JBrowse currently supports track metadata that in Excel-compatible comma-separated-value (CSV) format, but additional track metadata backends are relatively easy to add. Write the JBrowse mailing list if you have a strong need for another format for track metadata.

Option Value
trackMetadata.sources Array of source definitions, each of which takes the form { type: 'csv', url: '/path/to/file' }. The url is interpreted as relative to the url of the page containing JBrowse (index.html in default installations). Source definitions can also contain a class to explicitly specify the JavaScript backend used to handle this source.
trackMetadata.filterFacets Array of facet names that should be the only ones made searchable. This can be used improve the speed and memory footprint of JBrowse on the client by skipping indexing unused metadata facets.

Example

 trackMetadata: {
     filterFacets: [ 'category','organism','target','technique','principal_investigator',
                     'factor','developmental-stage','strain','cell-line','tissue','compound',
                     'temperature'
                   ],
     sources: [
          { type: 'csv', url:  'myTrackMetaData.csv' }
     ]
 }

Name Searching and Autocompletion

The JBrowse search box auto-completes the names of features and reference sequences that are typed into it. After loading all feature and reference sequence data into a JBrowse instance (with prepare-refseqs.pl, flatfile-to-json.pl, etc.), generate-names.pl must be run to build the indexes used for name searching and autocompletion.

Autocompletion Configuration

Most users will not need to configure any of these variables.

Option Value
autocomplete.stopPrefixes Array of word-prefixes for which autocomplete will be disabled.

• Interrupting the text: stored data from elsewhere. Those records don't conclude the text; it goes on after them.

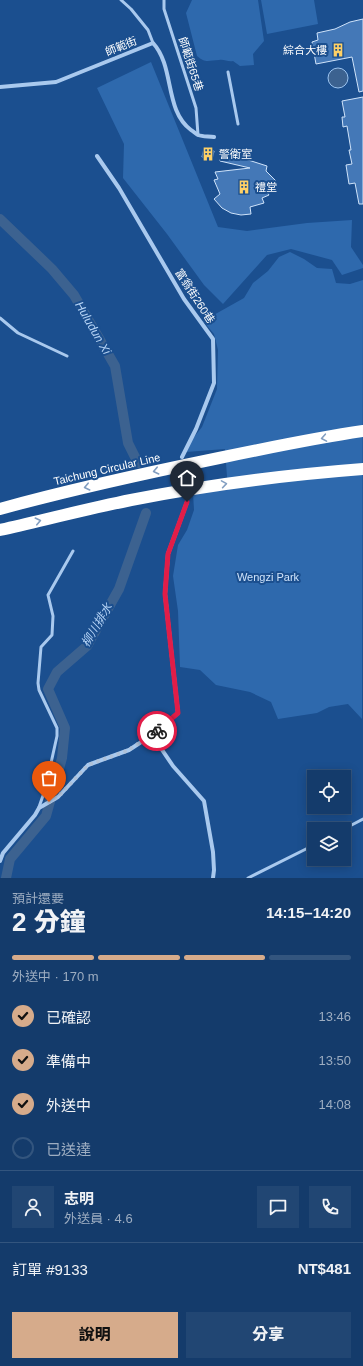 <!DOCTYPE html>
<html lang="zh-TW">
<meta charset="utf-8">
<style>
:root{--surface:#143b6b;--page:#214673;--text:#f1f3f6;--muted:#9dadc1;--line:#33557e;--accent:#d6ab8b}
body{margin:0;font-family:Helvetica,"Noto Sans TC",sans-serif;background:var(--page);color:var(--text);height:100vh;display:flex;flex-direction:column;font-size:15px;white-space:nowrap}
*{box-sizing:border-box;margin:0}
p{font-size:13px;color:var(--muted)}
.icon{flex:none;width:22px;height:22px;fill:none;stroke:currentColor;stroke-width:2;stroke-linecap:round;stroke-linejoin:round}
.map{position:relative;height:878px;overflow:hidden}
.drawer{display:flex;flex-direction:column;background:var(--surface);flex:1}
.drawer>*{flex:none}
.buttons{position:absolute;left:307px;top:770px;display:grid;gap:8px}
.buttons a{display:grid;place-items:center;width:44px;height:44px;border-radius:0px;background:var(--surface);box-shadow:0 2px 10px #0003,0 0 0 1px var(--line);font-size:20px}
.pin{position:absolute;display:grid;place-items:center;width:34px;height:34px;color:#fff;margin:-41px -17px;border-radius:50% 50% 50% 0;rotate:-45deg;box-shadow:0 0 4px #0007}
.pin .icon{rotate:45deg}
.courier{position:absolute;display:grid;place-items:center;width:40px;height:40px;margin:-20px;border:3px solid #e11d48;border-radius:50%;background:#fff;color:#222;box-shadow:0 1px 5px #0007}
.summary em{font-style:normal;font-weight:800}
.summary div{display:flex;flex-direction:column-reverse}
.summary{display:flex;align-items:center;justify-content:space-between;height:68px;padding:0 12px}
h1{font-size:26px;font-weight:800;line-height:30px}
.bar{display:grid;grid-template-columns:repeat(4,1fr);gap:6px 4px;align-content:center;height:48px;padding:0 12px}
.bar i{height:5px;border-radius:3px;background:var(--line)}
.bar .active{background:var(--accent)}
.bar p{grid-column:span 4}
.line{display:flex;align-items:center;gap:10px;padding:0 12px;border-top:1px solid var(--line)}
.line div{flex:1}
.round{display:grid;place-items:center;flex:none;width:42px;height:42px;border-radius:0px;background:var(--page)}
ol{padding:0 12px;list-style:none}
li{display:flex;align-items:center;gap:12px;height:44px}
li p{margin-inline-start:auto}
li .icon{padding:4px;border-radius:50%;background:var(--accent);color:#111;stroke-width:4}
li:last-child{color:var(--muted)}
li i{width:22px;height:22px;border:2px solid var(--line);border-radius:50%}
.primary-button{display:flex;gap:8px;margin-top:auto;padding:8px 12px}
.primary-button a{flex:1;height:46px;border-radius:0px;background:var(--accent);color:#111;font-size:16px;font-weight:800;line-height:46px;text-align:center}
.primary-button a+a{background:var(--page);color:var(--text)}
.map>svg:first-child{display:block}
.green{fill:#2e69ad}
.water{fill:#3c6290;stroke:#9cc4f0}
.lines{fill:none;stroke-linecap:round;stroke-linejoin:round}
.canal{stroke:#3c6290;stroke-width:10}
.building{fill:#4478b7;stroke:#cfe3fa}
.street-tunnel{stroke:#3d69a0;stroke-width:4;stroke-dasharray:4 2;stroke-linecap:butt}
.lane{stroke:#a9c9ee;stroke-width:3}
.street{stroke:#a9c9ee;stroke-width:4}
.highway{stroke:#fff;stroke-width:12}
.oneway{stroke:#829ec1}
.done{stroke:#afc1d8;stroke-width:4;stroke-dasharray:0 7.2}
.route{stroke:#e11d48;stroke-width:5}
.labels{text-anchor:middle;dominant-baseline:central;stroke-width:4;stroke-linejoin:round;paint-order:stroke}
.street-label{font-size:11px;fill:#fff;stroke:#1b4f8f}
.poi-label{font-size:11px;fill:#fff;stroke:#1b4f8f;text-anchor:start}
.park-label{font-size:11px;fill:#cfe3fa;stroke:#1b4f8f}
.water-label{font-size:12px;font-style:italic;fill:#b5d3f5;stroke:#1b4f8f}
</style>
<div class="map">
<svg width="363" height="878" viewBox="0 0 363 878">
<rect width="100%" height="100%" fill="#1b4f8f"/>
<path class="green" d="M192 0H258L264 41 253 54 254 65 240 66 233 61C228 62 224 59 219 60 209 60 206 64 197 56L186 13Z
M261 0H314L318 24 267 34Z
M151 62 218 227 247 231 307 223 352 220 351 247 363 265V268L342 275 332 260 291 249 267 255 223 304 204 285 167 234 123 178 124 144 97 88Z
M290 252 304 259 317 268 332 269 336 283 350 284 363 280 362 719 348 704 329 707 317 713 278 719 271 702 250 692 216 685 200 670 180 667 178 611 173 576 178 545 187 530 194 510 193 493 228 490 225 449 186 452 190 442 202 427 217 389 218 350 214 334 203 321 244 298 253 283 268 271 279 257Z"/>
<path class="water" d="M328 78a10 10 0 1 1 20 0a10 10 0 1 1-20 0Z"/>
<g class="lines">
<path class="canal" d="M0 219 52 269 74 295 115 366 128 443 138 463
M6 878 10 859 46 816 62 758 65 728 48 689 57 672 87 646 119 589 146 513"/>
</g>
<path class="building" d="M363 19V91L359 92 352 57 316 64 312 42 318 40 317 33 335 29 350 22Z
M363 97V204H359L355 183 349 184 346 165 352 164 349 150H351L347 126 343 127 342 117H345L342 101Z
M204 148 214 151 212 160 202 157Z
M242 158 267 166 266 171 276 181 271 185 274 188 267 192 269 195 262 198 264 203 250 207 251 214 241 215 231 213 222 208 214 199 220 194 214 180 218 179 215 172 250 168 220 161V159Z"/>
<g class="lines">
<path class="street-tunnel" d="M183 467 187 502"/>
<path class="lane" d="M121 0 131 9 148 30 153 43
M164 0V9L196 108 198 135
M228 72 238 124
M0 318 18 333 67 356
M39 807 45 790 57 736V728L39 690 38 683 41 647 52 635 53 616 48 595 73 551
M344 829 363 819
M248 878 314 845"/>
<path class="street" d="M0 87 56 82 153 43C175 67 164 110 191 130 193 131 196 134 198 135 203 137 209 136 214 137
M97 156 119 188 184 299 213 339 214 383 196 429 182 457
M152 735 173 766 204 801 213 852 214 870 213 878
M0 861 3 853 35 815 39 808 58 797 88 765 129 750 152 735 178 713 165 594 168 554 187 502"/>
<path class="highway" d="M0 509C72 489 146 473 219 458 267 448 315 438 363 431
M0 530C44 520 87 509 131 500 207 485 285 475 363 469"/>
</g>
<defs><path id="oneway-chevron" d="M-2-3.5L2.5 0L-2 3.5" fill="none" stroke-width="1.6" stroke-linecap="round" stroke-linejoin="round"/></defs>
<g class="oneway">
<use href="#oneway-chevron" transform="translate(324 438) rotate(170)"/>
<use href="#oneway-chevron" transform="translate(156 471) rotate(167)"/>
<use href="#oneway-chevron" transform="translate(224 484) rotate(-9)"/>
<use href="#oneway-chevron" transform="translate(87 487) rotate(167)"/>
<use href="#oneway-chevron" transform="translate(38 521) rotate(-13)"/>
</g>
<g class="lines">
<path class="done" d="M49 802 58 797 88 765 129 750 157 731"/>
<path class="route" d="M157 731 178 713 165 594 168 554 187 502"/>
</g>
<defs>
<g id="building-bare" transform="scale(1.08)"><path d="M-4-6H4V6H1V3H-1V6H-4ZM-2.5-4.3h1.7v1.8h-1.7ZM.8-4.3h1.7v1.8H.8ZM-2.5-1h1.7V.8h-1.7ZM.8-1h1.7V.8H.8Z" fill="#ffd166" stroke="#1b4f8f" stroke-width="2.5" paint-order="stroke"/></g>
</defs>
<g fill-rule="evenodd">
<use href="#building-bare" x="338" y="50"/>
<use href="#building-bare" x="208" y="154"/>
<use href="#building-bare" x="244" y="187"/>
</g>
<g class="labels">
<g class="street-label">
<text transform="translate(121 46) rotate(-22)">師範街</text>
<text transform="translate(191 64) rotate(72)">師範街65巷</text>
<text transform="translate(195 296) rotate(57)">富翁街260巷</text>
<text transform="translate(107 469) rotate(-13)">Taichung Circular Line</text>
</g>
<g class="poi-label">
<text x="327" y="50" text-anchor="end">綜合大樓</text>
<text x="219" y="154">警衛室</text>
<text x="255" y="187">禮堂</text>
</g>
<g class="park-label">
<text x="268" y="577">Wengzi Park</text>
</g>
<g class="water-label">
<text transform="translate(93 328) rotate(60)">Huludun Xi</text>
<text transform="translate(97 625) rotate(-59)">柳川排水</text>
</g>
</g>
</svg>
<div class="buttons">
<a><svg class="icon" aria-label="locate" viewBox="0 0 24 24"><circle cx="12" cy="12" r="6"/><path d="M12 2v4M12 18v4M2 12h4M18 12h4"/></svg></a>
<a><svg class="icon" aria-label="layers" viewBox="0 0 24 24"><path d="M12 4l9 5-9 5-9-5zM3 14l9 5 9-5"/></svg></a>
</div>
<div class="pin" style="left:49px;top:802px;background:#ea580c"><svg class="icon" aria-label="bag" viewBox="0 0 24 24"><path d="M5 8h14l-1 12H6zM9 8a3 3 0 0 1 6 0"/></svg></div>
<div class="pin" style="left:187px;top:502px;background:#1f2937"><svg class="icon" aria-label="home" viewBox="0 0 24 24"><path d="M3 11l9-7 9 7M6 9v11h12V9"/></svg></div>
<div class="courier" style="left:157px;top:731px"><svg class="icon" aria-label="bike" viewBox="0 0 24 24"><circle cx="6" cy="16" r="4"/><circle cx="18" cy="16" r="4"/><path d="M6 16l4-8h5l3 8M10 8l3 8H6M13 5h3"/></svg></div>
</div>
<section class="drawer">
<div class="summary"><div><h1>2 分鐘</h1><p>預計還要</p></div><em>14:15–14:20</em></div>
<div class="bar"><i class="active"></i><i class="active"></i><i class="active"></i><i></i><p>外送中 · 170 m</p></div>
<ol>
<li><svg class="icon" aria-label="check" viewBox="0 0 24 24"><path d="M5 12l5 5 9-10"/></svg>已確認<p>13:46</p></li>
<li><svg class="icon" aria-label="check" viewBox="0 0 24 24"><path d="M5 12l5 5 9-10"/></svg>準備中<p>13:50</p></li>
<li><svg class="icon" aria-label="check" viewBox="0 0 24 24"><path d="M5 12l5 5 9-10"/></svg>外送中<p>14:08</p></li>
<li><i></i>已送達</li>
</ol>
<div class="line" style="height:72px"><a class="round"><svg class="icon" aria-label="person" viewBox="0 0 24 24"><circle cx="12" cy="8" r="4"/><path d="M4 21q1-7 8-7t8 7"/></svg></a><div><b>志明</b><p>外送員 · 4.6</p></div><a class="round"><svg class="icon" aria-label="chat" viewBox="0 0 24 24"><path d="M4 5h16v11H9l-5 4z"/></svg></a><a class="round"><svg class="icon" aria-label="phone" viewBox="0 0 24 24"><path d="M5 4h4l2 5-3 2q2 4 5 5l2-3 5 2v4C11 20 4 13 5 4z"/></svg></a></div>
<div class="line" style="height:52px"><div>訂單 #9133</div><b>NT$481</b></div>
<div class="primary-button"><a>說明</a><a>分享</a></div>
</section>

For example, a value of ['foo'] will prevent autocompletion when the user as typed 'f', 'fo', or 'foo', but autocompletion will resume when the user types any additional characters.
autocomplete.resultLimit Maximum number of autocompletion results to display. Defaults to 15.
autocomplete.tooManyMatchesMessage Message displayed in the autocompletion dropdown when more than autocomplete.resultLimit matches are displayed. Defaults to 'too many matches to display'.

generate-names.pl

This script builds indexes of features by label (the visible name below a feature in JBrowse) and/or by alias (a secondary name that is not visible in the web browser, but may be present in the JSON used by JBrowse).

To search for a term, type it in the autocompleting text box at the top of the JBrowse window.

Basic syntax:

bin/generate-names.pl [options]

Note that generate-names.pl does not require any arguments. However, some options are available:

Option Value
dir A path to the output directory (default is 'data/names' in the current directory).
thresh A lower-bound on the Patricia trie chunk size. Specifically, the lowest possible chunk size is (thresh + 1). The default value is 200. In this context, a chunk is a group of connected Patricia trie nodes that can be visualized as a single entity, and the chunk size is the total number of genomic features contained in a chunk. The lower the value of thresh, the more chunks there will be.
verbose This setting causes information about the division of nodes into chunks to be printed to the screen.